Extracted records
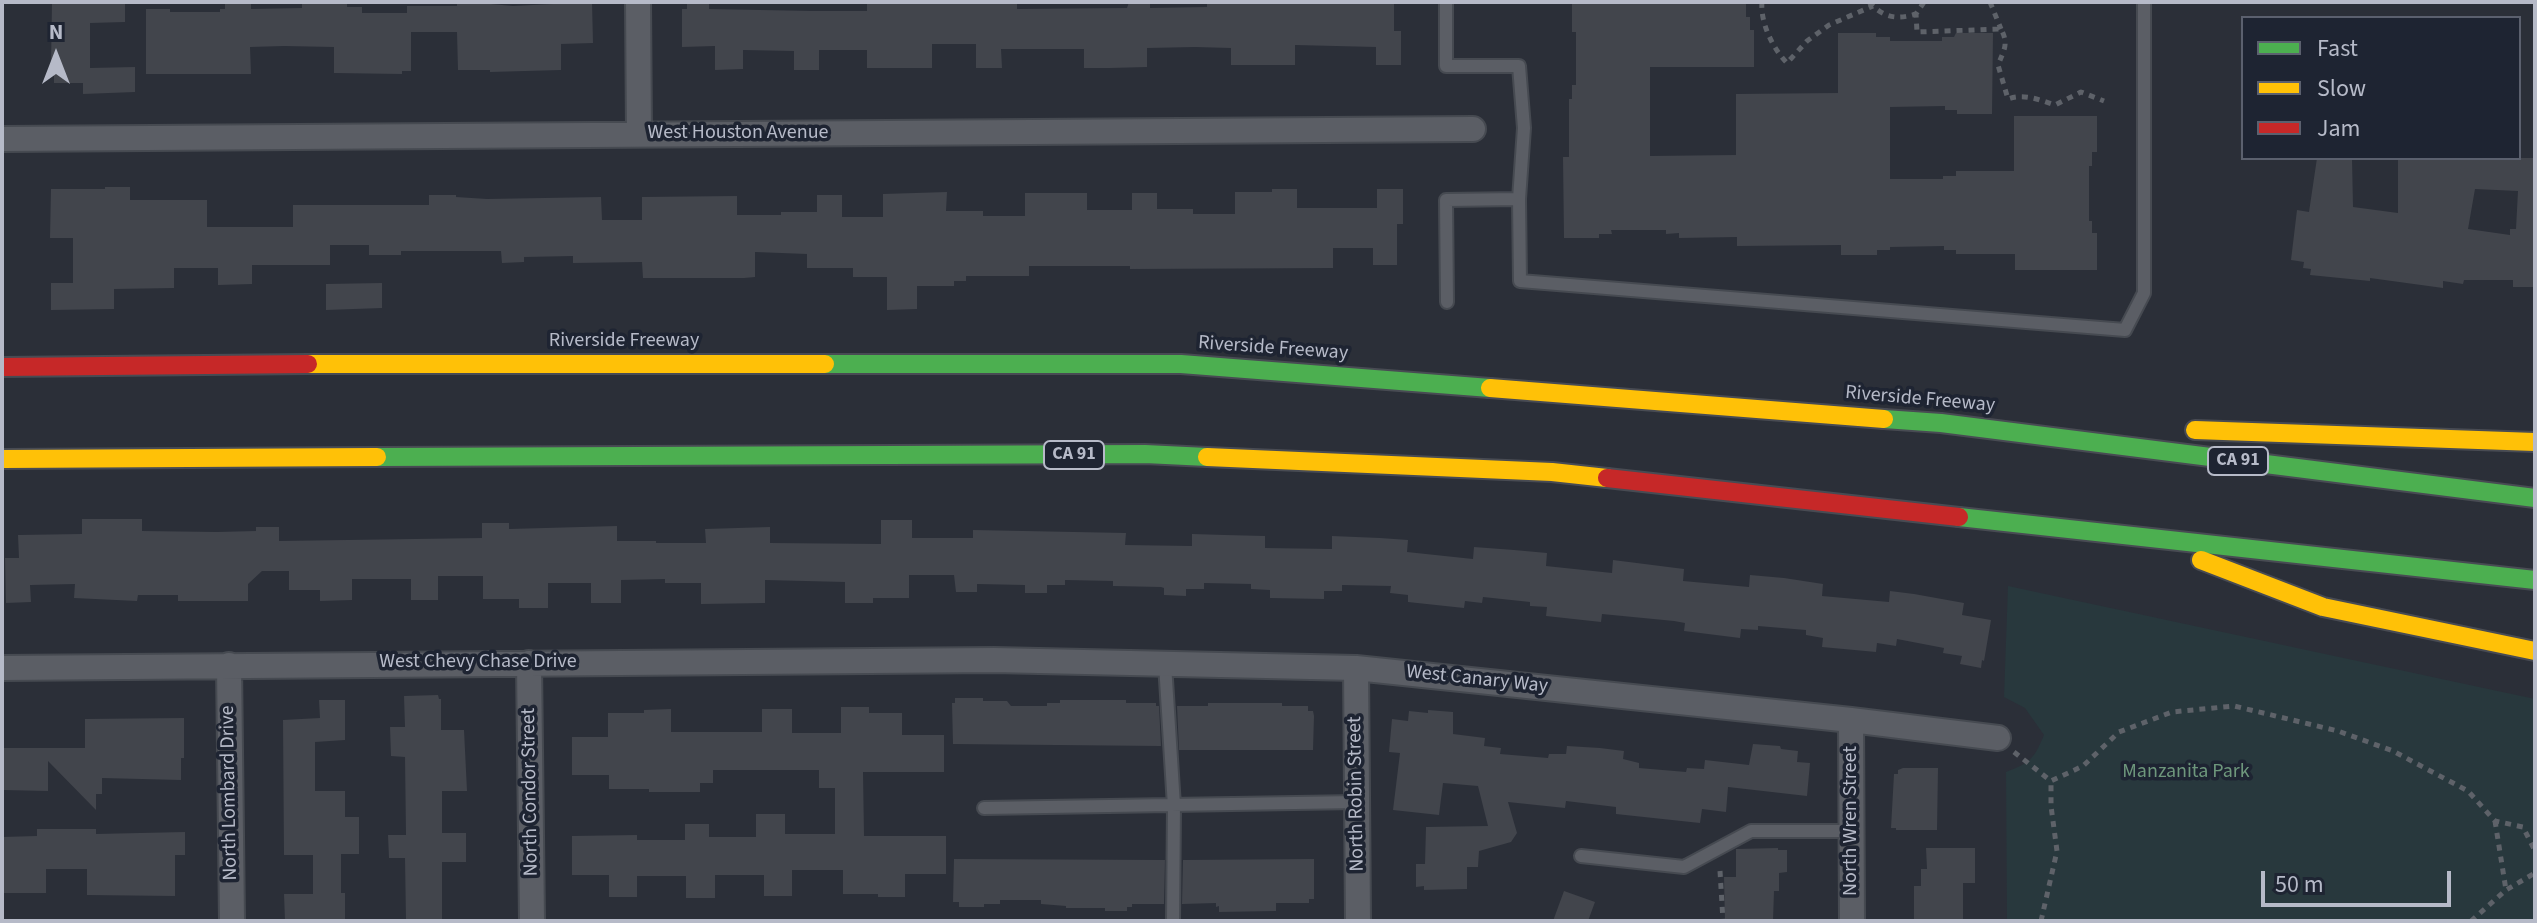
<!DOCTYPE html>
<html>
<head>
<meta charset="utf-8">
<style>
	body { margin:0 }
	#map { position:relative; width:2537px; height:923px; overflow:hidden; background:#2b2f38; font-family:"Source Sans 3",sans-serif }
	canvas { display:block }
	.frame { position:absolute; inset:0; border:4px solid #b6bac8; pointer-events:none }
	.legend { position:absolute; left:2241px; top:16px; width:280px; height:144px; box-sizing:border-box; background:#1e2432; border:2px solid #5b606e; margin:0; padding:10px 14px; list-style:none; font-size:24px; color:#b6bac8 }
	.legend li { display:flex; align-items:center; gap:16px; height:40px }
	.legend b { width:40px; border:2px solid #5b606e }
	.north { position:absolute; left:16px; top:16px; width:80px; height:80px; -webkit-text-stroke:6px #1e2432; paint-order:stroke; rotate:0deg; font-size:22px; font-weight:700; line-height:32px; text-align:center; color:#b6bac8 }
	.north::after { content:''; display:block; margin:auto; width:28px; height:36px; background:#b6bac8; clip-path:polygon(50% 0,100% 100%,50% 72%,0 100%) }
	.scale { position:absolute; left:2261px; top:871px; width:190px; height:36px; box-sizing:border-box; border:4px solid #b6bac8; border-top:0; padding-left:10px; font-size:24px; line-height:28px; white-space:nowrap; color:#b6bac8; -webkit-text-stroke:6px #1e2432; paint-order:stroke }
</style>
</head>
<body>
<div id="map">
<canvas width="2537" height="923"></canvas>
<div class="frame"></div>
<ul class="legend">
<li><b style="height:10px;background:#4caf50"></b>Fast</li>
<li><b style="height:10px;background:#ffc107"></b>Slow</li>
<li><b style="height:10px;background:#c62828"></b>Jam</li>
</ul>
<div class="north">N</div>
<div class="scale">50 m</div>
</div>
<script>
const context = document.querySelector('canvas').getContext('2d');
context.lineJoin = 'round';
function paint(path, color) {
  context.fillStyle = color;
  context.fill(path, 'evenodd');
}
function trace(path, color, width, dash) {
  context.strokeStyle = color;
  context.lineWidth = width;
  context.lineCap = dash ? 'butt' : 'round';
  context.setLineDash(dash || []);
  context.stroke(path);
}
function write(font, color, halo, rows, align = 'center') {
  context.font = font + ' "Source Sans 3",sans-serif';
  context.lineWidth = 7;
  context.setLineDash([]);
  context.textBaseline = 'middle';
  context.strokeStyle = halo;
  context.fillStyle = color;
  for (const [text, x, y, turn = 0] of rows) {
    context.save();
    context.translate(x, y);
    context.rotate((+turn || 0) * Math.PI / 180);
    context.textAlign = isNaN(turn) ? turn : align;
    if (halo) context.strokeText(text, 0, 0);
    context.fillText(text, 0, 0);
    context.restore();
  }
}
const green = new Path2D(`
	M2008,586L2535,699V920L2007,921L2006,772C2030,763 2034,759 2044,735L2025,708L2004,697Z`);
const building = new Path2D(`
	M52,2H125V22L90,23V68L135,67V92L83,94V83H54V65H51Z
	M225,2H251V9L302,8V2H347V7H362V13H407V6H457V2H491V4L513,6L592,2L593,43L561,44V70L490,72V70H458L457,32H411V71H402V74L334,73V47L284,46L250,47L251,74H146V9H170V12H220V9H225Z
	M687,2H709V9L812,11H867V2H1017V9L1127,8L1129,2H1150V8L1207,7V2H1247V4L1394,2V31H1401V65H1376V47L1295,45V65H1231V48L1195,47L1147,48V67L1110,68H1084V49H1001L1002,68H976V44H932V68H867V50H819V70H794V51L743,50V69L715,70V46L682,47V9H687Z
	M1572,2H1746V17H1750V30H1754V67H1650V156L1736,155V94L1838,93V33H1876V37H1890V41H1942V37H1954L1956,33H1993L1992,114H1957V110H1945V106L1890,107V179H1943V176H1956V171H2014V116H2097V152H2092V166H2089V221H2092V233H2097V270H2015V254H1956V250H1944V246L1890,247V250H1877V255H1841V245L1737,246V237L1679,238V233L1666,234V230H1611L1612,234H1599V238H1564L1563,157H1569V99H1572V85H1576V32H1572Z
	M2317,158H2352L2353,207L2398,213V158H2535V287H2513V280H2464L2463,284L2443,281V288L2370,278V281L2310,275L2311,269L2303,268L2304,262L2291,260L2297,210L2309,212ZM2475,189L2518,191L2516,229H2510V235L2468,229Z
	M105,187H130V200H207V227H293V205H429V195H456V197L487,199L601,197L602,220H642V197L737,196V215H781V212H817V195H842V217H883V194L947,192L946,211H983V216H1025V193H1087V210H1132V193H1157V209H1193V214H1235V192H1272V189H1297V208H1377V189H1403V224H1397V265H1373V248H1333V268L1130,269V266H1029V276H966V281H954V286H917V309L887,310V277H853V268H807V254L755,252V277L744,278H643L642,262L573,263V256L524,257V262L502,263L501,251H401V255H369V245H330V265H252V284L218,285V268H174V288L114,289V309L51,310V283H73V238H50L51,189H105Z
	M382,283V308L326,310V284Z
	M82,519H142V531L217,532L256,531V527H279V541L482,538V523H509V529L617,526V541H656V543H706L705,529L770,527V543L881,544V520H912V538H973V530L1126,533L1125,545L1192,546V534L1225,535L1265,536V548L1332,549V536L1380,538L1408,540L1407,552L1473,559L1474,547L1514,550L1547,553L1546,566L1612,573L1613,560L1684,569L1683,581L1749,587L1750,575L1784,578L1823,584L1822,596L1889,602L1890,591L1914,594L1964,603L1962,615L1991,620L1984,661L1982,660L1981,668L1960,664L1962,656L1943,653L1944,648L1897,639L1896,646L1877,643L1876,652L1822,647L1823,638L1806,635V630L1758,626V630L1741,629L1740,638L1684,631L1685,623L1674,621L1602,614L1601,622L1546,616L1547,607L1530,606V602L1483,597L1482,603L1465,601L1464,608L1408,602V595L1390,593L1391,586L1342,585V591H1324V599L1270,598V590L1251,589V584L1204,583V589H1186V596L1164,595V588L1161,587L1113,586V581L1065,580V585H1047V593H1025V585L977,584V592H956L954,575H909V598H873V603H845V582L765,580V603L701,604V583H665V579L621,580V603H591V583H548V608H519V599H483V576H438V600H411V579H352V600L320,601V590H289V571H262L248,584V601H178V595H138L137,601L74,598L75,584L30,585L31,602L6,603L5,558H19L18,535L82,534Z
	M438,695L439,699H441V730H464L467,791H442V833H466V862H442V920L406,921L405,858H389L388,835H406L405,757L391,756L390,727H405L404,696Z
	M955,698H983V701H1007L1011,706H1047V703H1060V700H1126V703H1156V706H1159L1161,746L953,744L952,703H955Z
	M319,700H345V740L315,742V791H345V817H359V854H341V893H345V921H285L284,894H313V855H284L283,720L320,718Z
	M1208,703H1282V706H1308V711H1313L1314,716L1313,750H1179L1177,706H1208Z
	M841,707H869V713H902V735H944V772H863L864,836H946V874H905V897H878V894H843V870H792V896H764V875H715V898H686V876H637V897H609V875H572V836L637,835V840H685V824H709V837H756V814H785V834H835V788H819V770H713V783H700V792H649V789H609V775H572V737H608V713H644V710L671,709V732H762V709H792V733H841Z
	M1428,710L1453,712V734L1485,738L1484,746L1501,748L1500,754L1548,758L1549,754H1566L1567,746L1600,748L1624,751L1623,759L1639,763V768L1686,772L1687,768L1704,769L1705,760L1749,765L1753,744L1780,746L1781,749L1798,751L1797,762L1810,763L1807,796L1728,787L1726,812L1702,809L1700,823L1616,814V807L1566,801L1565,808L1508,802L1517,833L1511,842L1479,851L1478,867H1467V889L1424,890V886L1416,887V864H1425L1426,827L1488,826L1478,786L1443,783L1439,815L1393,810L1400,753L1389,752L1392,719L1408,721L1409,711L1428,713Z
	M184,718V758H181V780L102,778V794H96V810L48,761V791L3,790L2,748H85V719Z
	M1903,768H1938L1937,830H1896V828H1891L1894,774H1898V770Z
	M37,829H96V834L185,832V855H175V896L87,895V869H46V893H2V837L37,836Z
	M1778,848V850H1787V872L1779,873V891H1774L1773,921H1725L1724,877H1736V849Z
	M1926,848H1975V883H1963V921H1914V886H1921V869H1927Z
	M954,859L1165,860L1164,904H1132V907H1127V911H1105V908H1066V906L1041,904V900H1000V904H984V907H959V902H953Z
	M1314,859V899H1309V903H1276V911L1219,912V906L1216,907V903L1182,904L1183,860Z
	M1564,891L1595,902L1588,921H1553Z`);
const path = new Path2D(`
	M1762,2C1760,22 1773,49 1787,63L1807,41L1829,25L1873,6
	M1869,2C1884,18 1896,20 1916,14
	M1924,2L1916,14L1917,32L2001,29C2009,44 2004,50 1998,65L2008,99C2025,93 2039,100 2055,105L2081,92L2104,101
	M1990,2L2001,29
	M2014,752L2051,781L2083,766L2119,732L2172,712L2234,706L2338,731L2393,751L2468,791L2495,821L2523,827L2535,851
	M2495,821L2506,890
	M1720,871L1723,921
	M2041,921L2057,851L2051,806V781
	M2471,921L2506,890L2535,873`);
const lane = new Path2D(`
	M1446,2V66H1519L1524,128L1519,199
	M1447,302L1446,200L1519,199L1520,281L2125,330L2144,293V2
	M1165,664L1174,806L1173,921
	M984,808L1357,802
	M1581,856L1684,867L1751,831H1852`);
const street = new Path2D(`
	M638,2L639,134
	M2,139L1473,129
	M529,663L532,921
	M229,665L232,921
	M2,668L994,660L1356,668L1851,720L1998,738
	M1356,668L1358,921
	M1851,720L1852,921`);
const fast = new Path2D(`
	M825,364H1181L1490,388
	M1884,419L1941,423L2535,498
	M377,457L1145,454L1207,457
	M1959,517L2535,580`);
const slow = new Path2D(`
	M308,364H825
	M1490,388L1884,419
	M2195,430L2535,442
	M1207,457L1552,472L1607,478
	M2,459L377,457
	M2201,560L2323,607L2535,651`);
const jam = new Path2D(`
	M2,367L308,364
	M1607,478L1959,517`);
const shields = [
	[1074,455,60],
	[2238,461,60]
];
const shieldNames = [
	["CA 91",1074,455],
	["CA 91",2238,461]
];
const streetNames = [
	["West Houston Avenue",738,134],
	["Riverside Freeway",624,342],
	["Riverside Freeway",1273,349,4],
	["Riverside Freeway",1920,400,5],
	["West Chevy Chase Drive",478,663],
	["West Canary Way",1477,680,6],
	["North Condor Street",531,792,-91],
	["North Lombard Drive",230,793,-91],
	["North Robin Street",1357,794,-91],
	["North Wren Street",1852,821,-90]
];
const parkNames = [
	["Manzanita Park",2186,773]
];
paint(green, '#28383d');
paint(building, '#42454c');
trace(lane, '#464a51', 16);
trace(street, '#464a51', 28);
trace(fast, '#484b53', 22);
trace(slow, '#484b53', 22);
trace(jam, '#484b53', 22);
trace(path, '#5e6269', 5, [6, 6]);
trace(lane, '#5b5e65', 12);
trace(street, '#5b5e65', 24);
trace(fast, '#4caf50', 18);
trace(slow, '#ffc107', 18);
trace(jam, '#c62828', 18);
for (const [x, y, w] of shields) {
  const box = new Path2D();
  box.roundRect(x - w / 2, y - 14, w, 28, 6);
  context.fillStyle = '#1e2432';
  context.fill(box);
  trace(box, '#b6bac8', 2);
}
write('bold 18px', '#b6bac8', null, shieldNames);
write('20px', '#b6bac8', '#1e2432', streetNames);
write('20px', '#6e977c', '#1e2432', parkNames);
</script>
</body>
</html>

* **TASK DESCRIPTION**: Return only this span, exactly: the line that contains "M377,457L1145,454L1207,457" and all lines after it to the end of the records.

* **SOLVED PROBLEM**:
	M377,457L1145,454L1207,457
	M1959,517L2535,580`);
const slow = new Path2D(`
	M308,364H825
	M1490,388L1884,419
	M2195,430L2535,442
	M1207,457L1552,472L1607,478
	M2,459L377,457
	M2201,560L2323,607L2535,651`);
const jam = new Path2D(`
	M2,367L308,364
	M1607,478L1959,517`);
const shields = [
	[1074,455,60],
	[2238,461,60]
];
const shieldNames = [
	["CA 91",1074,455],
	["CA 91",2238,461]
];
const streetNames = [
	["West Houston Avenue",738,134],
	["Riverside Freeway",624,342],
	["Riverside Freeway",1273,349,4],
	["Riverside Freeway",1920,400,5],
	["West Chevy Chase Drive",478,663],
	["West Canary Way",1477,680,6],
	["North Condor Street",531,792,-91],
	["North Lombard Drive",230,793,-91],
	["North Robin Street",1357,794,-91],
	["North Wren Street",1852,821,-90]
];
const parkNames = [
	["Manzanita Park",2186,773]
];
paint(green, '#28383d');
paint(building, '#42454c');
trace(lane, '#464a51', 16);
trace(street, '#464a51', 28);
trace(fast, '#484b53', 22);
trace(slow, '#484b53', 22);
trace(jam, '#484b53', 22);
trace(path, '#5e6269', 5, [6, 6]);
trace(lane, '#5b5e65', 12);
trace(street, '#5b5e65', 24);
trace(fast, '#4caf50', 18);
trace(slow, '#ffc107', 18);
trace(jam, '#c62828', 18);
for (const [x, y, w] of shields) {
  const box = new Path2D();
  box.roundRect(x - w / 2, y - 14, w, 28, 6);
  context.fillStyle = '#1e2432';
  context.fill(box);
  trace(box, '#b6bac8', 2);
}
write('bold 18px', '#b6bac8', null, shieldNames);
write('20px', '#b6bac8', '#1e2432', streetNames);
write('20px', '#6e977c', '#1e2432', parkNames);
</script>
</body>
</html>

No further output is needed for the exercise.